*Task goal:* Of the material below, only the lines from the line containing "450px,775px 490px,745px 494px,733px" down to the line containing "645px,1233px 703px,1169px 716px,1175px" belong in the answer, written out exactly.

*Material provided:*
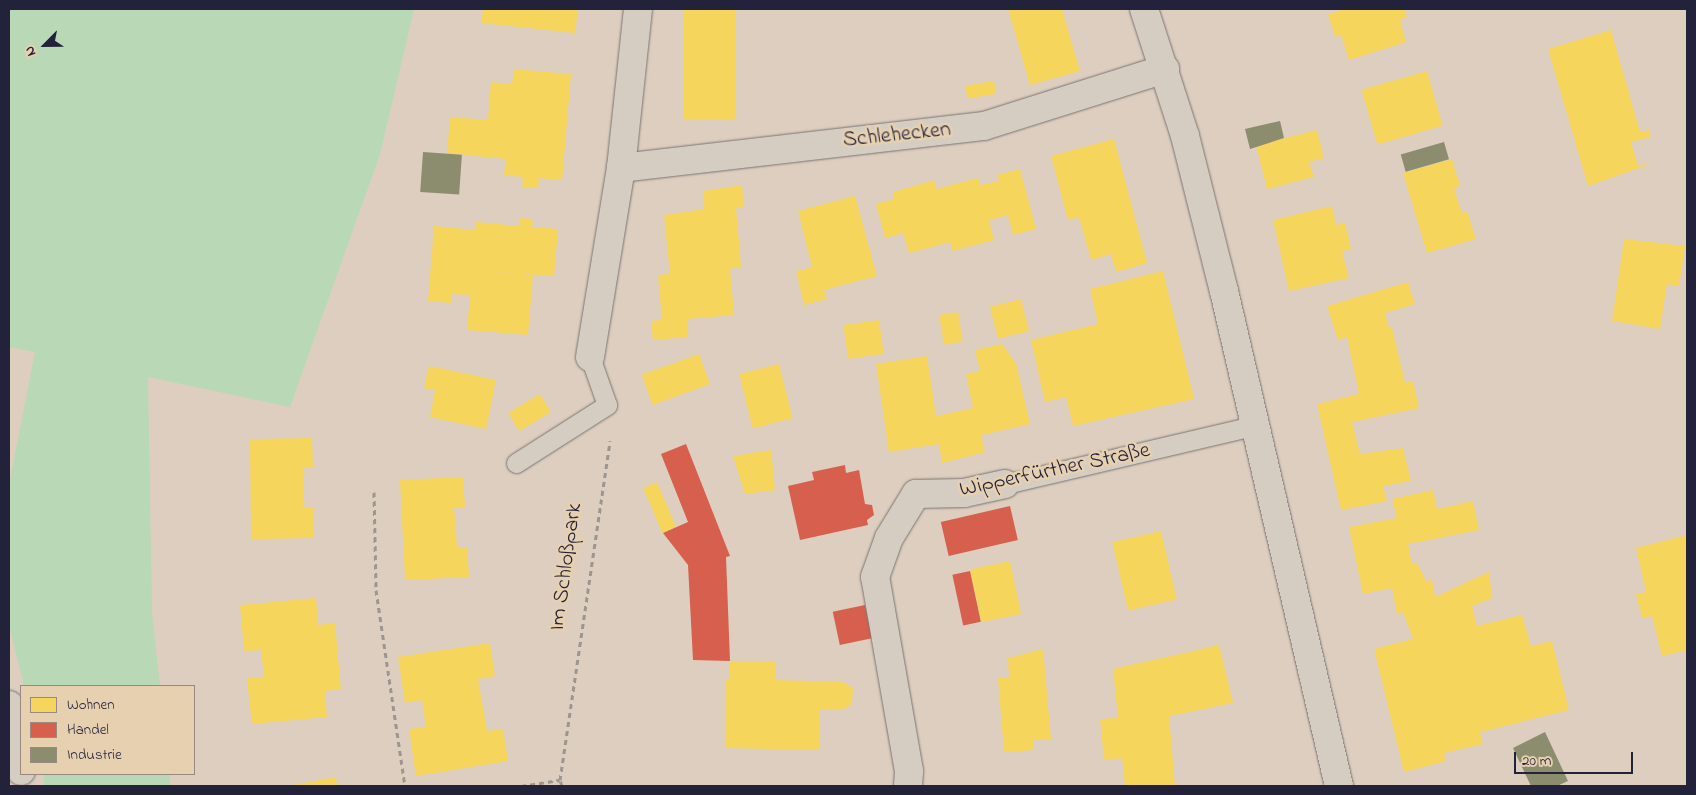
<!DOCTYPE html>
<html>
<head>
<meta charset="utf-8">
<style>
  body { margin:0 }
  #map { position:relative; width:1696px; height:795px; overflow:hidden; background:#ddcebf; font-family:"Indie Flower",sans-serif }
  div>[style] { position:absolute }
  .green>* { inset:0; background:#b9d8b6; transform-origin:0 0 }
  .homes>* { inset:0; background:#f6d55c; transform-origin:0 0 }
  .shops>* { inset:0; background:#d6604d; transform-origin:0 0 }
  .industry>* { inset:0; background:#8c8c6e; transform-origin:0 0 }
  .path>* { height:3px; margin-top:-1.5px; transform-origin:0; background:repeating-linear-gradient(90deg,#9c9690 0 5px,transparent 0 9px) }
  .roads { filter:drop-shadow(0 0 1px #7b7472) drop-shadow(0 0 1px #7b7472) }
  .lane>* { height:19px; margin:-9.5px; padding:0 9.5px; transform-origin:9.5px; border-radius:9.5px; background:#d6cdc2 }
  .street>* { height:28px; margin:-14px; padding:0 14px; transform-origin:14px; border-radius:14px; background:#d6cdc2 }
  .secondary>* { height:28px; margin:-14px; padding:0 14px; transform-origin:14px; border-radius:14px; background:#d6cdc2 }
  span { translate:-50% -50%; white-space:nowrap; text-align:center; line-height:1.15; -webkit-text-stroke:5px #e7d0b0; paint-order:stroke }
  .street-label { font-size:22px; color:#22223b }
  .frame { position:absolute; inset:0; border:10px solid #22223b; pointer-events:none }
  .legend { position:absolute; left:20px; top:685px; width:175px; height:90px; box-sizing:border-box; background:#e7d0b0; border:1px solid #988a81; margin:0; padding:6px 9px; list-style:none; font-size:15px; color:#22223b }
  .legend li { display:flex; align-items:center; gap:10px; height:25px }
  .legend b { width:25px; border:1px solid #988a81 }
  .north { position:absolute; left:20px; top:20px; width:50px; height:50px; -webkit-text-stroke:4px #e7d0b0; paint-order:stroke; rotate:247deg; font-size:14px; font-weight:700; line-height:20px; text-align:center; color:#22223b }
  .north::after { content:''; display:block; margin:auto; width:18px; height:22px; background:#22223b; clip-path:polygon(50% 0,100% 100%,50% 72%,0 100%) }
  .scale { position:absolute; left:1514px; top:752px; width:119px; height:22px; box-sizing:border-box; border:2px solid #22223b; border-top:0; padding-left:6px; font-size:15px; line-height:18px; white-space:nowrap; color:#22223b; -webkit-text-stroke:4px #e7d0b0; paint-order:stroke }
</style>
</head>
<body>
<div id="map">
  <div class="green">
    <div style="clip-path:polygon(9px 9px,414px 9px,380px 154px,290px 407px,148px 377px,152px 614px,160px 686px,24px 686px,9px 625px,9px 485px,35px 352px,9px 347px)"></div>
    <div style="left:44px;top:774px;width:126px;height:12px"></div>
  </div>
  <div class="homes">
    <div style="clip-path:polygon(483px 9px,578px 9px,575px 33px,481px 23px)"></div>
    <div style="left:684px;top:9px;width:52px;height:111px"></div>
    <div style="clip-path:polygon(1008px 9px,1062px 9px,1080px 71px,1030px 85px)"></div>
    <div style="clip-path:polygon(1345px 9px,1404px 9px,1407px 17px,1400px 20px,1406px 42px,1349px 60px,1341px 35px,1335px 37px,1328px 14px)"></div>
    <div style="clip-path:polygon(1611px 30px,1640px 132px,1649px 130px,1651px 137px,1631px 142px,1638px 165px,1650px 164px,1588px 186px,1548px 49px)"></div>
    <div style="clip-path:polygon(514px 69px,571px 74px,562px 180px,539px 178px,538px 188px,522px 187px,523px 177px,504px 175px,506px 159px,447px 153px,450px 117px,488px 120px,491px 82px,512px 84px)"></div>
    <div style="left:1427px;top:71px;width:57px;height:68px;rotate:74deg"></div>
    <div style="left:994px;top:81px;width:13px;height:29px;rotate:81deg"></div>
    <div style="clip-path:polygon(1317px 130px,1324px 158px,1309px 162px,1314px 177px,1267px 189px,1256px 145px)"></div>
    <div style="clip-path:polygon(1114px 139px,1147px 263px,1116px 272px,1111px 254px,1091px 260px,1079px 217px,1068px 220px,1051px 156px)"></div>
    <div style="clip-path:polygon(1452px 159px,1460px 186px,1454px 188px,1462px 213px,1467px 211px,1476px 239px,1427px 253px,1403px 173px)"></div>
    <div style="clip-path:polygon(1020px 169px,1036px 229px,1013px 235px,1008px 215px,989px 220px,994px 240px,952px 251px,950px 242px,909px 253px,903px 233px,885px 238px,876px 204px,894px 199px,893px 192px,934px 180px,936px 189px,978px 178px,980px 185px,999px 181px,997px 175px)"></div>
    <div style="clip-path:polygon(742px 185px,744px 208px,736px 208px,741px 267px,730px 269px,734px 315px,687px 319px,688px 337px,653px 340px,651px 321px,662px 320px,658px 275px,670px 274px,664px 215px,704px 209px,703px 191px)"></div>
    <div style="clip-path:polygon(855px 196px,877px 276px,824px 290px,827px 299px,804px 305px,796px 271px,812px 267px,798px 211px)"></div>
    <div style="clip-path:polygon(1332px 206px,1336px 225px,1345px 223px,1351px 249px,1342px 251px,1349px 278px,1289px 291px,1273px 220px)"></div>
    <div style="clip-path:polygon(519px 218px,533px 219px,532px 227px,558px 229px,554px 276px,472px 270px,533px 275px,528px 335px,467px 330px,470px 295px,452px 294px,451px 303px,428px 301px,434px 226px,475px 230px,476px 222px,519px 226px)"></div>
    <div style="clip-path:polygon(1624px 239px,1685px 246px,1679px 286px,1667px 284px,1660px 329px,1612px 321px)"></div>
    <div style="clip-path:polygon(1163px 271px,1194px 399px,1073px 426px,1066px 397px,1045px 402px,1031px 340px,1098px 324px,1090px 289px)"></div>
    <div style="clip-path:polygon(1408px 282px,1415px 304px,1385px 313px,1389px 328px,1392px 327px,1405px 383px,1413px 381px,1419px 408px,1352px 422px,1360px 454px,1403px 448px,1411px 481px,1383px 486px,1387px 501px,1341px 510px,1317px 404px,1359px 394px,1347px 337px,1338px 340px,1327px 306px)"></div>
    <div style="left:1021px;top:299px;width:33px;height:32px;rotate:76deg"></div>
    <div style="left:958px;top:312px;width:30px;height:19px;rotate:81deg"></div>
    <div style="left:879px;top:320px;width:34px;height:36px;rotate:82deg"></div>
    <div style="clip-path:polygon(1002px 344px,1016px 363px,1030px 424px,981px 435px,985px 452px,942px 463px,939px 444px,889px 452px,876px 364px,927px 356px,936px 416px,973px 408px,966px 374px,980px 371px,975px 350px)"></div>
    <div style="left:699px;top:354px;width:32px;height:61px;rotate:70deg"></div>
    <div style="left:779px;top:364px;width:56px;height:41px;rotate:76deg"></div>
    <div style="clip-path:polygon(429px 366px,496px 380px,486px 429px,430px 417px,435px 390px,424px 388px)"></div>
    <div style="left:540px;top:394px;width:21px;height:37px;rotate:59deg"></div>
    <div style="clip-path:polygon(312px 438px,313px 468px,303px 468px,304px 508px,314px 508px,314px 538px,251px 539px,250px 439px)"></div>
    <div style="clip-path:polygon(771px 450px,775px 490px,745px 494px,733px 456px)"></div>
    <div style="clip-path:polygon(463px 477px,465px 507px,454px 507px,457px 547px,467px 547px,469px 577px,405px 580px,400px 480px)"></div>
    <div style="left:657px;top:482px;width:49px;height:15px;rotate:67deg"></div>
    <div style="clip-path:polygon(1433px 490px,1437px 509px,1473px 501px,1479px 530px,1408px 544px,1412px 564px,1417px 563px,1426px 581px,1432px 580px,1435px 597px,1489px 572px,1492px 598px,1472px 606px,1477px 626px,1522px 615px,1531px 646px,1552px 641px,1569px 710px,1480px 732px,1483px 744px,1444px 753px,1446px 761px,1404px 772px,1374px 649px,1413px 639px,1403px 612px,1397px 615px,1392px 588px,1363px 594px,1349px 527px,1397px 518px,1392px 499px)"></div>
    <div style="left:1161px;top:531px;width:70px;height:50px;rotate:77deg"></div>
    <div style="clip-path:polygon(1687px 535px,1687px 650px,1662px 656px,1652px 616px,1642px 618px,1636px 594px,1646px 592px,1636px 548px)"></div>
    <div style="left:1010px;top:561px;width:54px;height:41px;rotate:78deg"></div>
    <div style="clip-path:polygon(316px 598px,318px 625px,335px 623px,341px 689px,325px 691px,327px 717px,252px 724px,247px 678px,264px 677px,261px 650px,244px 651px,240px 605px)"></div>
    <div style="clip-path:polygon(490px 643px,495px 676px,478px 679px,487px 731px,503px 729px,508px 761px,416px 776px,409px 729px,426px 727px,422px 700px,405px 703px,398px 657px)"></div>
    <div style="clip-path:polygon(1219px 645px,1233px 703px,1169px 716px,1175px 786px,1125px 786px,1122px 758px,1104px 760px,1100px 719px,1118px 718px,1113px 669px)"></div>
    <div style="clip-path:polygon(1043px 649px,1051px 739px,1033px 740px,1034px 750px,1004px 752px,998px 678px,1009px 677px,1008px 658px)"></div>
    <div style="clip-path:polygon(730px 661px,775px 662px,775px 680px,843px 682px,853px 688px,852px 704px,842px 710px,820px 710px,820px 750px,725px 748px,726px 679px,730px 679px)"></div>
    <div style="clip-path:polygon(336px 777px,337px 786px,293px 786px,293px 785px)"></div>
  </div>
  <div class="shops">
    <div style="clip-path:polygon(686px 444px,730px 556px,726px 557px,730px 661px,693px 660px,688px 565px,663px 533px,688px 522px,661px 454px)"></div>
    <div style="clip-path:polygon(845px 465px,846px 473px,859px 470px,865px 504px,872px 505px,874px 515px,867px 520px,868px 525px,800px 540px,788px 486px,814px 480px,812px 472px)"></div>
    <div style="left:1010px;top:506px;width:35px;height:71px;rotate:77deg"></div>
    <div style="left:970px;top:571px;width:52px;height:18px;rotate:78deg"></div>
    <div style="left:865px;top:605px;width:34px;height:33px;rotate:78deg"></div>
  </div>
  <div class="industry">
    <div style="clip-path:polygon(1280px 121px,1284px 138px,1250px 149px,1245px 129px)"></div>
    <div style="left:1444px;top:142px;width:18px;height:45px;rotate:74deg"></div>
    <div style="left:423px;top:152px;width:39px;height:40px;rotate:4deg"></div>
    <div style="clip-path:polygon(1545px 732px,1568px 781px,1557px 786px,1531px 786px,1513px 748px)"></div>
  </div>
  <div class="path">
    <div style="left:374px;top:492px;width:98px;rotate:88.8deg"></div>
    <div style="left:376px;top:590px;width:198px;rotate:81.6deg"></div>
    <div style="left:521px;top:786px;width:39px;rotate:-9deg"></div>
    <div style="left:562px;top:786px;width:6px;rotate:-108deg"></div>
    <div style="left:560px;top:780px;width:343px;rotate:-81.6deg"></div>
  </div>
  <div class="roads">
    <div class="lane">
      <div style="left:516px;top:463px;width:108px;rotate:-32.5deg"></div>
      <div style="left:607px;top:405px;width:51px;rotate:-109.5deg"></div>
      <div style="left:1005px;top:484px;width:258px;rotate:-13.2deg"></div>
    </div>
    <div class="street">
      <div style="left:621px;top:168px;width:365px;rotate:-6.6deg"></div>
      <div style="left:984px;top:126px;width:190px;rotate:-17.5deg"></div>
      <div style="left:590px;top:357px;width:192px;rotate:-80.7deg"></div>
      <div style="left:621px;top:168px;width:160px;rotate:-83.9deg"></div>
      <div style="left:9px;top:705px;width:67px;rotate:79.7deg"></div>
      <div style="left:908px;top:786px;width:15px;rotate:-86deg"></div>
      <div style="left:909px;top:771px;width:197px;rotate:-99.9deg"></div>
      <div style="left:875px;top:577px;width:41px;rotate:-70.3deg"></div>
      <div style="left:889px;top:538px;width:52px;rotate:-58.5deg"></div>
      <div style="left:916px;top:494px;width:48px;rotate:-1.2deg"></div>
      <div style="left:964px;top:493px;width:42px;rotate:-12.4deg"></div>
    </div>
    <div class="secondary">
      <div style="left:1144px;top:9px;width:133px;rotate:72.1deg"></div>
      <div style="left:1185px;top:136px;width:160px;rotate:75.9deg"></div>
      <div style="left:1224px;top:291px;width:508px;rotate:76.92deg"></div>
    </div>
  </div>
  <div class="street-label">
    <span style="left:897px;top:136px;rotate:-6deg">Schlehecken</span>
    <span style="left:1055px;top:471px;rotate:-12deg">Wipperfürther Straße</span>
    <span style="left:567px;top:567px;rotate:-82deg">Im Schloßpark</span>
  </div>
  <div class="frame"></div>
  <ul class="legend">
  <li><b style="height:14px;background:#f6d55c"></b>Wohnen</li>
  <li><b style="height:14px;background:#d6604d"></b>Handel</li>
  <li><b style="height:14px;background:#8c8c6e"></b>Industrie</li>
  </ul>
  <div class="north">N</div>
  <div class="scale">20 m</div>
</div>
</body>
</html>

*Exercise answer:*
    <div style="clip-path:polygon(771px 450px,775px 490px,745px 494px,733px 456px)"></div>
    <div style="clip-path:polygon(463px 477px,465px 507px,454px 507px,457px 547px,467px 547px,469px 577px,405px 580px,400px 480px)"></div>
    <div style="left:657px;top:482px;width:49px;height:15px;rotate:67deg"></div>
    <div style="clip-path:polygon(1433px 490px,1437px 509px,1473px 501px,1479px 530px,1408px 544px,1412px 564px,1417px 563px,1426px 581px,1432px 580px,1435px 597px,1489px 572px,1492px 598px,1472px 606px,1477px 626px,1522px 615px,1531px 646px,1552px 641px,1569px 710px,1480px 732px,1483px 744px,1444px 753px,1446px 761px,1404px 772px,1374px 649px,1413px 639px,1403px 612px,1397px 615px,1392px 588px,1363px 594px,1349px 527px,1397px 518px,1392px 499px)"></div>
    <div style="left:1161px;top:531px;width:70px;height:50px;rotate:77deg"></div>
    <div style="clip-path:polygon(1687px 535px,1687px 650px,1662px 656px,1652px 616px,1642px 618px,1636px 594px,1646px 592px,1636px 548px)"></div>
    <div style="left:1010px;top:561px;width:54px;height:41px;rotate:78deg"></div>
    <div style="clip-path:polygon(316px 598px,318px 625px,335px 623px,341px 689px,325px 691px,327px 717px,252px 724px,247px 678px,264px 677px,261px 650px,244px 651px,240px 605px)"></div>
    <div style="clip-path:polygon(490px 643px,495px 676px,478px 679px,487px 731px,503px 729px,508px 761px,416px 776px,409px 729px,426px 727px,422px 700px,405px 703px,398px 657px)"></div>
    <div style="clip-path:polygon(1219px 645px,1233px 703px,1169px 716px,1175px 786px,1125px 786px,1122px 758px,1104px 760px,1100px 719px,1118px 718px,1113px 669px)"></div>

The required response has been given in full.